Dynabeads M450 were washed three times in Milli-Q water and stored in dendritic cell medium. Cells were incubated at 5 × 105 cells/ml, with coated Dynabeads (1:1 ratio) for 1 hour at 37°C in dendritic cell medium supplemented with 20 mM Hepes (Sigma-Aldrich). After 1 hour, 27 ± 4% of the cells have ingested at least one bead. Observation was done in homemade polydimethylsiloxane (PDMS) chambers coated with 1% bovine serum albumin (Sigma-Aldrich). Cells were observed during a maximum of 1.5 hours with no measured differences between the beginning and the end of the experiment.

For TEM experiments, cells were plated on μ-dishes with a glass bottom containing an imprinted 50-μm cell location grid (Biovalley, ref. 81148). Cells were fixed in 2.5% glutaraldehyde in 0.1 M Na-cacodylate buffer (pH 7.4) for 1 hour, postfixed for 1 hour with 1% buffered osmium tetroxide, dehydrated in a graded series of ethanol solution, and then embedded in epoxy resin.

Drug treatment

CK666 and blebbistatin were used at 50 μM, SMIFH2 at 12.5 μM, and LatA at 500 nM, and the same quantity of DMSO was used in control experiments. PDMS chambers were preincubated with drugs 30 min before cell loading. Drugs were added to cell suspension at least 30 min before the beginning of the experiment.

Data and statistical analysis

Data relating to cortex thickness measurement come from 10 independent experiments for control, 4 independent experiments for CK666-treated cells, 5 independent experiments for SMIFH2-treated cells, 5 independent experiments for blebbistatin-treated cells, and 5 independent experiments for LatA-treated cells. For “inside” and “outside” data (Fig. 1), the pairs of beads were observed when the wanted situation occurred during the previously described experiments. Data relating to cortex mechanical properties come from five independent experiments for control and one experiment for LatA-treated cells. Indentation curves of bare beads and serum-coated beads (Fig. 1) come from one experiment.

To determine the significance of the differences between distributions (Figs. 1 to 3 and figs. S2, S3, and S7), we used Wilcoxon rank sum test. In fig. S2D, the slope is represented as ±95% confidence interval on the fit and the P value is extracted directly from the fitting algorithm. In fig. S5, the P value of the linear fits is extracted directly from the fitting algorithm. In fig. S8, the slope value is represented as ±95% confidence interval on the fit.

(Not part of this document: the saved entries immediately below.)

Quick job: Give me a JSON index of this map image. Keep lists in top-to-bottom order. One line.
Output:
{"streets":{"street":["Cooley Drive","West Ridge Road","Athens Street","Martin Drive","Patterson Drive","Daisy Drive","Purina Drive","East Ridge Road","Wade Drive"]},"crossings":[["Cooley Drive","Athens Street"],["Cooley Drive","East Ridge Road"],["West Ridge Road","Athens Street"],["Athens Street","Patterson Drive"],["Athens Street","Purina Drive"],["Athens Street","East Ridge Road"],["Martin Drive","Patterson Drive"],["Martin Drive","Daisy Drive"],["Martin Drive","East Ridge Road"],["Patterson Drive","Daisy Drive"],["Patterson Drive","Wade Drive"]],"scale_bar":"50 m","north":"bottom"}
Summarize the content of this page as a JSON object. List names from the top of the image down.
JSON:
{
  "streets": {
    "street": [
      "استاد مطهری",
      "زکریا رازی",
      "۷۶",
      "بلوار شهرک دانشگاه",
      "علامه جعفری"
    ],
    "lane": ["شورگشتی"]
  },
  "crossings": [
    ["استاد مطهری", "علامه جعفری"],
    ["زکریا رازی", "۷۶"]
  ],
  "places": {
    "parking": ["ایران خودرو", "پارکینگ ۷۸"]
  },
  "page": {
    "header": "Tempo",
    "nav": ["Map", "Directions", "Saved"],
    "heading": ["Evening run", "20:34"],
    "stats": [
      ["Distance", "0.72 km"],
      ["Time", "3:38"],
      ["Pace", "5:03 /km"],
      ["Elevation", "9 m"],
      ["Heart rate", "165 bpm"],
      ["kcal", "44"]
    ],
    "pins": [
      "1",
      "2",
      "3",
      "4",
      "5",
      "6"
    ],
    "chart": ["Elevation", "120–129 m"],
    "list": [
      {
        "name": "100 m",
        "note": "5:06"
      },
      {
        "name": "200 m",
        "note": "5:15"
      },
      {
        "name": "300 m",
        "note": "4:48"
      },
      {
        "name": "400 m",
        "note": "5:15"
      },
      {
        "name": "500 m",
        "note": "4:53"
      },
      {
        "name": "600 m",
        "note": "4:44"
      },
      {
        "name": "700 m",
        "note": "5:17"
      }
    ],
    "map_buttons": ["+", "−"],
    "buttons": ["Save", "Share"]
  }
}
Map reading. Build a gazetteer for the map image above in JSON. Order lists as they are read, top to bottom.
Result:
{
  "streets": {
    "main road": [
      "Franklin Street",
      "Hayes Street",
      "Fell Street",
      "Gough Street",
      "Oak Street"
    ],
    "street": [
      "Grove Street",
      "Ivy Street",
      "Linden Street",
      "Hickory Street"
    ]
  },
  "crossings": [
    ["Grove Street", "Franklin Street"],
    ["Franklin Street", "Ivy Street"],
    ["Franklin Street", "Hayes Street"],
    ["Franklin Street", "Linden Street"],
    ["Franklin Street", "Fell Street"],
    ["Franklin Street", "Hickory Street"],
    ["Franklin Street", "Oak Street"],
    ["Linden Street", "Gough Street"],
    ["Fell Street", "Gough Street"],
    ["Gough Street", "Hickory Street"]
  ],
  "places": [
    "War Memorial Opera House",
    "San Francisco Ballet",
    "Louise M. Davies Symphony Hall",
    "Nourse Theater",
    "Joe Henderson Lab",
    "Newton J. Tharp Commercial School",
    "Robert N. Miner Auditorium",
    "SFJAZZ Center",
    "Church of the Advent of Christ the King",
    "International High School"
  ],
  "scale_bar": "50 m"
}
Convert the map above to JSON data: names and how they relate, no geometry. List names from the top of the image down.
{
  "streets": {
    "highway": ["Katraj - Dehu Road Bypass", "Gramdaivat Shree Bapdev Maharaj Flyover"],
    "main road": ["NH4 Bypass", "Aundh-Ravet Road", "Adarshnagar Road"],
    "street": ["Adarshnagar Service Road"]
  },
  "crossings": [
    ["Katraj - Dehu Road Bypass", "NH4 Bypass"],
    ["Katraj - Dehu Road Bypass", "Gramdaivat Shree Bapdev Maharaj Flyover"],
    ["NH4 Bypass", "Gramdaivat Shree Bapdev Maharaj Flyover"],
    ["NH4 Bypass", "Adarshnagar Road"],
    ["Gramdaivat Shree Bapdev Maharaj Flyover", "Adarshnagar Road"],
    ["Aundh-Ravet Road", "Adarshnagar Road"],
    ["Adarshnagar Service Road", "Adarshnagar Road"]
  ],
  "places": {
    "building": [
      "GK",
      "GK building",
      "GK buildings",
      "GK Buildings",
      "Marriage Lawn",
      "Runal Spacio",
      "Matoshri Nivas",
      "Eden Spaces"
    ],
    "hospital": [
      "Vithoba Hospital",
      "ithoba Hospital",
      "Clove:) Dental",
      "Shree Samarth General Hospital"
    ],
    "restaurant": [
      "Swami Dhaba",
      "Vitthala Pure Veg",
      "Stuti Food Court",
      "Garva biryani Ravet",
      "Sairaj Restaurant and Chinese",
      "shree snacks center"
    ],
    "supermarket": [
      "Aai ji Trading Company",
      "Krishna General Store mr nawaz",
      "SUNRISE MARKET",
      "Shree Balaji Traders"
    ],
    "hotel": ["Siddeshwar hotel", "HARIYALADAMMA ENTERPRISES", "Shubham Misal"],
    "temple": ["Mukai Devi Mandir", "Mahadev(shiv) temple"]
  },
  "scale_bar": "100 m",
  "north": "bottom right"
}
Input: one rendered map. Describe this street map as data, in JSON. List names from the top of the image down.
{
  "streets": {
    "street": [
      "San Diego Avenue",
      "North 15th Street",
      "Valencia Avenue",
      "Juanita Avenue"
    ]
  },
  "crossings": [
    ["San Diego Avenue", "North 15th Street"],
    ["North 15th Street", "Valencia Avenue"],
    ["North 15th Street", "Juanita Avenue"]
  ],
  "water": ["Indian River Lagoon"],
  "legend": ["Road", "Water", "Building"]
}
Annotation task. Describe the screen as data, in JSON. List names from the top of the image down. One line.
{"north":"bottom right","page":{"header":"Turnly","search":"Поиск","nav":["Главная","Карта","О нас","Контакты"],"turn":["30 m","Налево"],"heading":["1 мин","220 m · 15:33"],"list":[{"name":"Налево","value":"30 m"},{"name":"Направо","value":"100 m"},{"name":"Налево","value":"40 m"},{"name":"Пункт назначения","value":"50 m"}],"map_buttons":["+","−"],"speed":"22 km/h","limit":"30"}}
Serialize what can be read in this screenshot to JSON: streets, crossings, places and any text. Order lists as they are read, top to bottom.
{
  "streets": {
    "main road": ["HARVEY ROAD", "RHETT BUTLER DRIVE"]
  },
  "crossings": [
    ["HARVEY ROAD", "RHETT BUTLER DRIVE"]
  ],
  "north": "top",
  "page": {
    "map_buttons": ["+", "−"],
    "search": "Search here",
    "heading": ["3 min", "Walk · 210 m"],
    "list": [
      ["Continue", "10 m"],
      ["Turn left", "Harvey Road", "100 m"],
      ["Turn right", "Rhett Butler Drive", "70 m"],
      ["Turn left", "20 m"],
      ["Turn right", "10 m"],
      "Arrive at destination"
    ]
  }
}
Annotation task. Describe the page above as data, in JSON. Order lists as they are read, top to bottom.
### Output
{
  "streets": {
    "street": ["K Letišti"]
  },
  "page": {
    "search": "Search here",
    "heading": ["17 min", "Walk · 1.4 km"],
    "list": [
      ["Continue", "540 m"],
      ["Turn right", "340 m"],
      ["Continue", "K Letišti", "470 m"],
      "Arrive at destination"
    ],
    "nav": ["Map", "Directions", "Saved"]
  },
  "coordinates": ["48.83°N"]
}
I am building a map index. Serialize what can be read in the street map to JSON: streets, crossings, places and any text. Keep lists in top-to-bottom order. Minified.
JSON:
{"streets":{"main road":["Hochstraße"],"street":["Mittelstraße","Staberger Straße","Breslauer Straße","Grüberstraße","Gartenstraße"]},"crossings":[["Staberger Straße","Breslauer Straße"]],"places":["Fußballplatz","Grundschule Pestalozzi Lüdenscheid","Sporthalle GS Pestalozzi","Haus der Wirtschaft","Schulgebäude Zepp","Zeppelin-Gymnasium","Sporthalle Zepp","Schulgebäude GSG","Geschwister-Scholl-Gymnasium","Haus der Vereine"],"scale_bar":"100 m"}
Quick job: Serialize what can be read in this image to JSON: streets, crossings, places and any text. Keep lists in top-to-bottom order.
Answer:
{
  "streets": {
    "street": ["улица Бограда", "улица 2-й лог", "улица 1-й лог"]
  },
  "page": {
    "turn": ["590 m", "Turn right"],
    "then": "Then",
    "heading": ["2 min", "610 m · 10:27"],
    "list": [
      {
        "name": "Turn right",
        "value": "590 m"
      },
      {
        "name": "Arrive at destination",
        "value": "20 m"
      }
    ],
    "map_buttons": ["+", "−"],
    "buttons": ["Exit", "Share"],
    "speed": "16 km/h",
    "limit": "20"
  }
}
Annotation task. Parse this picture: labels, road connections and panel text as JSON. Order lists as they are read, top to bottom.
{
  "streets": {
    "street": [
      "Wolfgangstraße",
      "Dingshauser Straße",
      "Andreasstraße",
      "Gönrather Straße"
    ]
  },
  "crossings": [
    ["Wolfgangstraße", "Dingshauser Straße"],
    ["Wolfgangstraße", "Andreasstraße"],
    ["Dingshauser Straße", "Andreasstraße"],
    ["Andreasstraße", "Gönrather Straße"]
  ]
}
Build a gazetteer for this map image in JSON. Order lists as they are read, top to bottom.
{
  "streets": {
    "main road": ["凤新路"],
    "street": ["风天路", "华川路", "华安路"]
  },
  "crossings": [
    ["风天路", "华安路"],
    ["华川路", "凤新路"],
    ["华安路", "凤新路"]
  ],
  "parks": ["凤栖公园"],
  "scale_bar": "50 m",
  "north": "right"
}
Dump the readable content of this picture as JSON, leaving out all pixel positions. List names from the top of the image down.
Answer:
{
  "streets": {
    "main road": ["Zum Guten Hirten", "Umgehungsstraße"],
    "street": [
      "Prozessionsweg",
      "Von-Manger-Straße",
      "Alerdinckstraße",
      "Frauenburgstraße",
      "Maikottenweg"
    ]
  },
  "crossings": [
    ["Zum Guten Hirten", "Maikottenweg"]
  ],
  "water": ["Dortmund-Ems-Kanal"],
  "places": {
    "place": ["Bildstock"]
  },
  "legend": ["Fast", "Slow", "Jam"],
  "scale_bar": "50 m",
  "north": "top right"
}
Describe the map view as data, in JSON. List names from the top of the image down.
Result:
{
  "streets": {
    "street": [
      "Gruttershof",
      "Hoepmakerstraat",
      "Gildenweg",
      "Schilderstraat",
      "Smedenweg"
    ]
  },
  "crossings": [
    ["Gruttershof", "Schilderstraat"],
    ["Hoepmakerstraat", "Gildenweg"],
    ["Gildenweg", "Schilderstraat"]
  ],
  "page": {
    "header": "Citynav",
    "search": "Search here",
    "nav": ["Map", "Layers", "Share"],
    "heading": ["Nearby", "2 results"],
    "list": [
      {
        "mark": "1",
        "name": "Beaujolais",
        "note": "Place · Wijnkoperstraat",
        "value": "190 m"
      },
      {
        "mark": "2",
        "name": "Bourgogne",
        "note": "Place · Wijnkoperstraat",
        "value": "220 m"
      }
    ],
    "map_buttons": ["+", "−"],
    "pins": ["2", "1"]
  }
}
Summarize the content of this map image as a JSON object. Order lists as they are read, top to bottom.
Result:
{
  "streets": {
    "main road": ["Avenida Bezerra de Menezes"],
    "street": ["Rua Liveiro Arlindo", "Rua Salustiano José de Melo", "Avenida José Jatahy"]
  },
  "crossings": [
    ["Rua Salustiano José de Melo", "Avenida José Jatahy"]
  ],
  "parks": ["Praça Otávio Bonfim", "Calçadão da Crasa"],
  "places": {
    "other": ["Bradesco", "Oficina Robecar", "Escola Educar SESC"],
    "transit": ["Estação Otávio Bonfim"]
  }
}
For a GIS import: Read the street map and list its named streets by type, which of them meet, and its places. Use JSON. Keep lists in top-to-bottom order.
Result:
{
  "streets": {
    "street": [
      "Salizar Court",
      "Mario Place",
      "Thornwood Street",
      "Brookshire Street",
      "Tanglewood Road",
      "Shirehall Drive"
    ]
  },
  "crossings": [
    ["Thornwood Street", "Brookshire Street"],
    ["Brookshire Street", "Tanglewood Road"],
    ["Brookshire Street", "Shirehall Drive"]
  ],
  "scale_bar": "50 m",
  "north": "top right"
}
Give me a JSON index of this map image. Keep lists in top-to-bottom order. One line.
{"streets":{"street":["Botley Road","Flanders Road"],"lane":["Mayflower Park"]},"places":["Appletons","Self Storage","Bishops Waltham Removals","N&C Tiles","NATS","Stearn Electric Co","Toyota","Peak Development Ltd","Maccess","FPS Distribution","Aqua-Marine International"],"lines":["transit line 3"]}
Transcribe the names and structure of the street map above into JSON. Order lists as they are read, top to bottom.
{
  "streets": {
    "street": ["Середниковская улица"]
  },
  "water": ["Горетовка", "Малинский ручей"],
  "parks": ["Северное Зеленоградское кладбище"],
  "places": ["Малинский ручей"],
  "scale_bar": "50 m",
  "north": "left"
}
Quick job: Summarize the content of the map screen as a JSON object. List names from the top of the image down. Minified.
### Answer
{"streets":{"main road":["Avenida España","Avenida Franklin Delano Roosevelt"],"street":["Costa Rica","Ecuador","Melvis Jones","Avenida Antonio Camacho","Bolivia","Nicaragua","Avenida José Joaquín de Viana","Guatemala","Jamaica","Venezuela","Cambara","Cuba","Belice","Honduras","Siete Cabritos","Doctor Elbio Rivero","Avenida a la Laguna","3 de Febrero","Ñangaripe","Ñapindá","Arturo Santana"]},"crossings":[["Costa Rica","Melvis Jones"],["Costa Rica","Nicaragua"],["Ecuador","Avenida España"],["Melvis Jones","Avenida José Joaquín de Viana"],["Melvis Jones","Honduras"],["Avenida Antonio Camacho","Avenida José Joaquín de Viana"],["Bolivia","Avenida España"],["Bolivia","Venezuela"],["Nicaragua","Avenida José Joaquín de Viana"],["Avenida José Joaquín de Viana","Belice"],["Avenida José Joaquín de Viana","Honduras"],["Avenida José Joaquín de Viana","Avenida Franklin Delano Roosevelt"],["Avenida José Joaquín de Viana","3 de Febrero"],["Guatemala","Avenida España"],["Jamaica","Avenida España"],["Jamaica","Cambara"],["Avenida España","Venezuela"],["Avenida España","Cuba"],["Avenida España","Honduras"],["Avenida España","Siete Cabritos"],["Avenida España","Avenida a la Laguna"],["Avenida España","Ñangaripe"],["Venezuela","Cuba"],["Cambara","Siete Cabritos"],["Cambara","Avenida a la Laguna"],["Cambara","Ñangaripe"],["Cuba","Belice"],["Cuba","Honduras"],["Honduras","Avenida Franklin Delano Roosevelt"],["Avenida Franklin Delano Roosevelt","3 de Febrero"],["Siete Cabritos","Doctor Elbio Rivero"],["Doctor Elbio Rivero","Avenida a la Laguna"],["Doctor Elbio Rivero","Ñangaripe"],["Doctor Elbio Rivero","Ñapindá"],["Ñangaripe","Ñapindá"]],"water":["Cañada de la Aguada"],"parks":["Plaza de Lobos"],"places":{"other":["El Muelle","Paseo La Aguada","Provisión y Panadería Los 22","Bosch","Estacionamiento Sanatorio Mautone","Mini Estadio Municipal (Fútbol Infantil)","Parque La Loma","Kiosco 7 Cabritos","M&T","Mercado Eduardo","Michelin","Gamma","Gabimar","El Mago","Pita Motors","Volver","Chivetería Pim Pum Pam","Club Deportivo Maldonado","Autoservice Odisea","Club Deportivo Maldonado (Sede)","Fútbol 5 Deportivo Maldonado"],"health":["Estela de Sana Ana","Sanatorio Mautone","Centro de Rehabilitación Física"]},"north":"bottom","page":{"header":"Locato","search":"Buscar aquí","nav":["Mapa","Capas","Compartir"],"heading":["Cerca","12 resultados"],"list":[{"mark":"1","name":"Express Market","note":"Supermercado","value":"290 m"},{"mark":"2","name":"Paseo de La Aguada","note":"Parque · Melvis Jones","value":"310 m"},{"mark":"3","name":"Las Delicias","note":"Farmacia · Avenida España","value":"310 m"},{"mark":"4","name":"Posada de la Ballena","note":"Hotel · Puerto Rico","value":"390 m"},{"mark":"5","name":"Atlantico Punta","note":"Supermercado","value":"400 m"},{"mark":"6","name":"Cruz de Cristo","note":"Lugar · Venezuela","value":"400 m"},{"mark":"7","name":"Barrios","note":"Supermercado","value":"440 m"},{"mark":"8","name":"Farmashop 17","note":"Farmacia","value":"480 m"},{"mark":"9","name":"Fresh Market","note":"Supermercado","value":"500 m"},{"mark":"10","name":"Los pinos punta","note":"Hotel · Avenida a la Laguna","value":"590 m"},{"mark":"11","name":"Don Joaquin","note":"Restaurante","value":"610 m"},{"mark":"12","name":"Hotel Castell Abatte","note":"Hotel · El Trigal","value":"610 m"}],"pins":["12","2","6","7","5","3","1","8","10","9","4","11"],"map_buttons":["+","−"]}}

Determination of the bead distance

Image analysis was carried out using ImageJ (National Institutes of Health, USA) and Matlab (MathWorks, MA, USA). The in-plane position of each particle is determined by a weighted average of gray levels (fig. S5A), giving an accuracy of 2 nm as was done for in vitro work (14, 20). This accuracy can be obtained because the size of the Airy disc spans a few tens of pixels and because we tune the intensity of the incoming light to use the whole range of the 16-bit depth of the camera. A large number of information bits can thus be used to find the subpixel location of the center of the bead.

The position of the bead in the vertical direction is measured using the diffraction pattern on several images at different heights (42). Three images were recorded in quick succession (50-ms interval) at a height distance of 300 nm by moving the objective with a piezo-controlled translator. The diffraction patterns were compared to a reference (a depthograph), which was regularly updated. These depthographs are obtained by generating Z-stacks of immobilized beads and concatenating the central pixel lines of each bead image. Individual depthographs from independent beads are then averaged together to create the final reference.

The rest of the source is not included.